Friday, May 1, 2020

Jobs and the Economy: Now and After the Pandemic, and Our Only Way Back


More views of where we are now, and where we will be when this thing eases, are coming forward. 

First, “America’s real coronavirus job losses could be worse than we thought.  Nearly 14 million people haven’t been able to apply for unemployment since the pandemic began” (Business Insider, April 28th).  The title says most.  We are only speculating about current jobless numbers, yet it is sad that per economist Elise Gould we may have many millions more who can’t apply for benefits or for whatever reason have not tried yet, on top of 26 million already filing.  Per the Economic Policy Institute we can thus add 60% to those who have got through the systems, many of whom cannot pay for rent or food, requiring, per a university economist, “a stimulus well beyond what we’ve already seen.”  The May 8th Bureau of Labor Statistics output, while hardly current, will be more accurate than the last one was on its release, and will tell us most of what we need to know.

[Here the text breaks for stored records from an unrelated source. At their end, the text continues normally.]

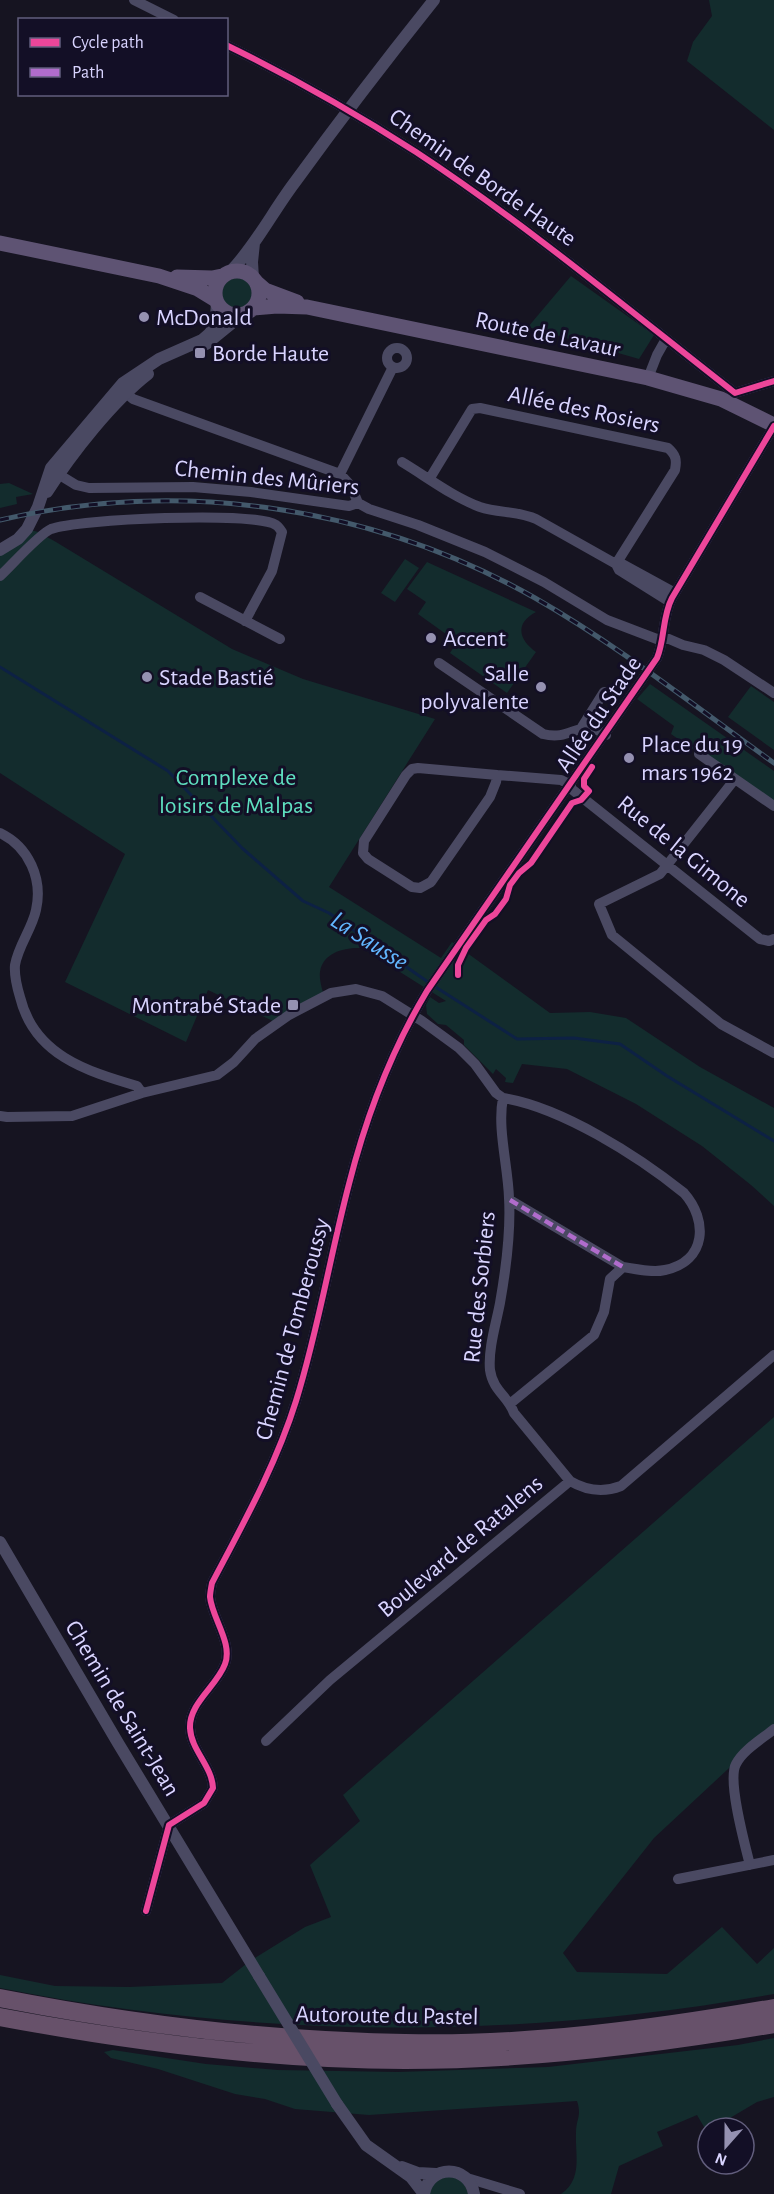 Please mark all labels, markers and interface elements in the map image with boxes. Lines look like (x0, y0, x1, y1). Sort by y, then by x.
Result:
legend (18, 18, 228, 96)
text: Cycle path (72, 34, 144, 52)
text: Path (72, 64, 104, 82)
street label: Chemin de Borde Haute (385, 104, 580, 251)
place label: McDonald (156, 306, 252, 330)
street label: Route de Lavaur (473, 308, 623, 362)
marker: McDonald (137, 310, 151, 324)
place label: Borde Haute (212, 342, 329, 366)
marker: Borde Haute (193, 346, 207, 360)
street label: Allée des Rosiers (506, 382, 662, 438)
street label: Chemin des Mûriers (173, 456, 360, 500)
place label: Accent (443, 627, 506, 651)
marker: Accent (424, 631, 438, 645)
street label: Allée du Stade (551, 652, 646, 777)
place label: Salle polyvalente (420, 662, 529, 714)
place label: Stade Bastié (159, 666, 274, 690)
marker: Stade Bastié (140, 670, 154, 684)
marker: Salle polyvalente (534, 680, 548, 694)
place label: Place du 19 mars 1962 (641, 733, 743, 785)
marker: Place du 19 mars 1962 (622, 751, 636, 765)
park label: Complexe de loisirs de Malpas (159, 766, 313, 818)
street label: Rue de la Gimone (613, 791, 754, 912)
water label: La Sausse (326, 906, 413, 975)
place label: Montrabé Stade (131, 994, 281, 1018)
marker: Montrabé Stade (286, 998, 300, 1012)
street label: Rue des Sorbiers (460, 1210, 500, 1364)
street label: Chemin de Tomberoussy (252, 1216, 334, 1443)
street label: Boulevard de Ratalens (374, 1471, 548, 1622)
street label: Chemin de Saint-Jean (60, 1617, 184, 1800)
street label: Autoroute du Pastel (295, 2002, 479, 2030)
north arrow (696, 2116, 756, 2176)
text: N (713, 2150, 729, 2169)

Second, per the April 22nd Fox Business, “Global CEOs see U-shaped recession due to coronavirus.”  That is what three-fifths of them expected as of mid-April, with others predicting “a double-dip recession,” with the chance that “some household names will not survive.”  That is worse than the V shape some once hoped for, but is better than the L-shape we may well see into 2021.

Something else is happening which we haven’t had for decades – a high need for more unions.  Per “’We can’t go back to the way things were before.’ Pandemic job actions offer hope for renewed labor movement,” by Nicholas Riccardi and Dee-Ann Durbin of the Associated Press in the April 28th USA Today, the life-endangering nature of work not paying enough for that is causing de facto strikes.  Although, as Indeed economist Jed Kolko and the authors put it, “high unemployment and the end of a tight labor market create “the headwind for more worker power,” finding grocery and fast-food workers, among others, willing to risk their lives is proving harder, and health protection from employers has been spotty.  That recreates the situation we had in the likes of steelmaking and construction positions before their unionization, and labor organizations seem more justified than they have been for generations. 

Not every idea from educated people well-connected in their fields has merit, though – this week’s example is Brown University president Christina Paxson’s April 26th New York Times “College Campuses Must Reopen in the Fall.  Here’s How We Do It.”  All the author offered was noting how many jobs higher education supports and brushing off online instruction, to which other industries have no equivalent recourse, as presenting “financial, practical and psychological barriers.”  I could rewrite this article for other businesses in similar trouble, with at least as much merit and less need for vain hopes such as “regular testing” being able “to prevent the disease from spreading silently through dormitories and classrooms.”  Sorry, Dr. Paxson, but your backyard is no more entitled than others, and your article succeeds best at showing both how noncritical holding September college classes is and how unjustified it would be.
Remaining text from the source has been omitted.